### [Extracted information]
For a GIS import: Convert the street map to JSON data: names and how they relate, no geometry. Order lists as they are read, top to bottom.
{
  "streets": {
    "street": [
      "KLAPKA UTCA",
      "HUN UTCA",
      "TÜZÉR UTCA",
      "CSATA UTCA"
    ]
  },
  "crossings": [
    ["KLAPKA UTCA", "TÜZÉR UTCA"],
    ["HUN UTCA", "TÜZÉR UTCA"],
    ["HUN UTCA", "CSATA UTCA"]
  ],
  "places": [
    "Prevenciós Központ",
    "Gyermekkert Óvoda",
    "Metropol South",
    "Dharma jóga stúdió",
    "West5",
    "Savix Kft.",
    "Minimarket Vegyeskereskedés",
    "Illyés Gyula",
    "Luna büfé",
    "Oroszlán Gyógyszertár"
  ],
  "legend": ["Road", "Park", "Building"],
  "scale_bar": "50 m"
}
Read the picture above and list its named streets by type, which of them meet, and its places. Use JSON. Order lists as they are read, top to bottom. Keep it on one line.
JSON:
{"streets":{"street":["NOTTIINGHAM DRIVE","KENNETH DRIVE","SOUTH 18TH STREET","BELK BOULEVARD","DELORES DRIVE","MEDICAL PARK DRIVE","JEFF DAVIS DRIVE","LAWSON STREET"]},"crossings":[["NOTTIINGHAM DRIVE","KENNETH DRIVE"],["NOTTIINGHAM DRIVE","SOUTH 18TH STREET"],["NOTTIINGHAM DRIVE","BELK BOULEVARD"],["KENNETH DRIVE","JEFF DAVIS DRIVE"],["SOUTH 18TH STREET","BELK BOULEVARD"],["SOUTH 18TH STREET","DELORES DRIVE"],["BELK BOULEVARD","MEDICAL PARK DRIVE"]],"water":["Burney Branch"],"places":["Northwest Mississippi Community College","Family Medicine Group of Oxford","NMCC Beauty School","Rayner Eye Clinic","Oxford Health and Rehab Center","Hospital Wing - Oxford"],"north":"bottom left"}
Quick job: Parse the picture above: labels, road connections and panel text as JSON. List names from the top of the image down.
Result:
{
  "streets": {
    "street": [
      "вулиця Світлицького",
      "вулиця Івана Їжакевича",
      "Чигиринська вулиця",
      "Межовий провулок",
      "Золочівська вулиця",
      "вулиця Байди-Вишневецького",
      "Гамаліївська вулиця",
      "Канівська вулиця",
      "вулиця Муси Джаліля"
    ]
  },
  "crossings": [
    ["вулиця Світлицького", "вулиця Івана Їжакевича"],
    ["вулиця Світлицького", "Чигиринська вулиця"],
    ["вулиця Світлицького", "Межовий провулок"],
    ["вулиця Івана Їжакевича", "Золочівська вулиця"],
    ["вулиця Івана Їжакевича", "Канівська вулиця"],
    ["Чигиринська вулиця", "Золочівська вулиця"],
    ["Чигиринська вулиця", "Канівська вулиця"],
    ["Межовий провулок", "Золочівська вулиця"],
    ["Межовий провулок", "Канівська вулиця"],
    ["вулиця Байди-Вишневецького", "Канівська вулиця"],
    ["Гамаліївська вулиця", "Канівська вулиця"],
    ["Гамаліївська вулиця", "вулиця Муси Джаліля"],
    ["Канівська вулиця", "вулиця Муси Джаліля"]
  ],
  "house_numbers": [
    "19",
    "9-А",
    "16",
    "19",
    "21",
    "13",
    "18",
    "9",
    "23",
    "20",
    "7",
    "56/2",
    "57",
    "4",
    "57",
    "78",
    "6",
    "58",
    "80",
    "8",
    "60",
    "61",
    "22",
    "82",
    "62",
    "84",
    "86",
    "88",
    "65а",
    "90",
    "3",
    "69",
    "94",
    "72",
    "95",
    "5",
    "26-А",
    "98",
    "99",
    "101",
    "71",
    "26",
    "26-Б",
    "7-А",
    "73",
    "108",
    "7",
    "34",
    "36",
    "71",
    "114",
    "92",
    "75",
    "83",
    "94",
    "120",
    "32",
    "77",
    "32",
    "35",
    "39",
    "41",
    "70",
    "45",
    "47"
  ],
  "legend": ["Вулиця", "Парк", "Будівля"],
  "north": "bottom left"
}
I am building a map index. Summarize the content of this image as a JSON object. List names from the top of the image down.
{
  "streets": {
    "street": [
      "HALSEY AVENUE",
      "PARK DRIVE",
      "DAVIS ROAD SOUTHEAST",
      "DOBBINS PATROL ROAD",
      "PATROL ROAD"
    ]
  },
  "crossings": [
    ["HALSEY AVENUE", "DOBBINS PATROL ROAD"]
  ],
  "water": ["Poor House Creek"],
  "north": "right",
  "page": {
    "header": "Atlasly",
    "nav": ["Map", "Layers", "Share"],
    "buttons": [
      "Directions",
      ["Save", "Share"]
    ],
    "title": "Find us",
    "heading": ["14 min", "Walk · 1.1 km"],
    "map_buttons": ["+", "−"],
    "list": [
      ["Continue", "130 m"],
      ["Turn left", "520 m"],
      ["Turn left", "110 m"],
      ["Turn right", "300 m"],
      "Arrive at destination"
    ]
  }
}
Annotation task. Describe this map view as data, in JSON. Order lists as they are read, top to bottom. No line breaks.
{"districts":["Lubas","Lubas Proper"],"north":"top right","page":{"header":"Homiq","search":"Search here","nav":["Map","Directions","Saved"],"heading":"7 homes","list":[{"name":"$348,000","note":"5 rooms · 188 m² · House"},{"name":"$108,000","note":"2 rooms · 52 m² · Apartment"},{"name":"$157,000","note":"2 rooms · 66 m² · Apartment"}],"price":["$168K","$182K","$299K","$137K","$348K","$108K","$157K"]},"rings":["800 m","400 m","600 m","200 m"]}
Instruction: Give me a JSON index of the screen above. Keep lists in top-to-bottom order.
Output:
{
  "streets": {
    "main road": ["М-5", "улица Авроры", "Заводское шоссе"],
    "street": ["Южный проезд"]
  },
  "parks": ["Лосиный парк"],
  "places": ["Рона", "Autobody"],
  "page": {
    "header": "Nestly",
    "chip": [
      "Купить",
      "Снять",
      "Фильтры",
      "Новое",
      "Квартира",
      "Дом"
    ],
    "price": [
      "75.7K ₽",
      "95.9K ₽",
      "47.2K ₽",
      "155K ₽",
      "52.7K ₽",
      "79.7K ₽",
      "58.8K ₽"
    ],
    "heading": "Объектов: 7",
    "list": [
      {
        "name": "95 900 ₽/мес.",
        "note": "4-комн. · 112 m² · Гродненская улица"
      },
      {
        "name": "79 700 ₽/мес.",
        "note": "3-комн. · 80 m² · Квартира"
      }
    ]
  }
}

### [To do]
Extract from the listing above the lines between the line containing "Annotation task. Describe" and the line containing "Instruction: Give me", keeping both of those lines. Output nothing else.

### [Task result]
Annotation task. Describe this map view as data, in JSON. Order lists as they are read, top to bottom. No line breaks.
{"districts":["Lubas","Lubas Proper"],"north":"top right","page":{"header":"Homiq","search":"Search here","nav":["Map","Directions","Saved"],"heading":"7 homes","list":[{"name":"$348,000","note":"5 rooms · 188 m² · House"},{"name":"$108,000","note":"2 rooms · 52 m² · Apartment"},{"name":"$157,000","note":"2 rooms · 66 m² · Apartment"}],"price":["$168K","$182K","$299K","$137K","$348K","$108K","$157K"]},"rings":["800 m","400 m","600 m","200 m"]}
Instruction: Give me a JSON index of the screen above. Keep lists in top-to-bottom order.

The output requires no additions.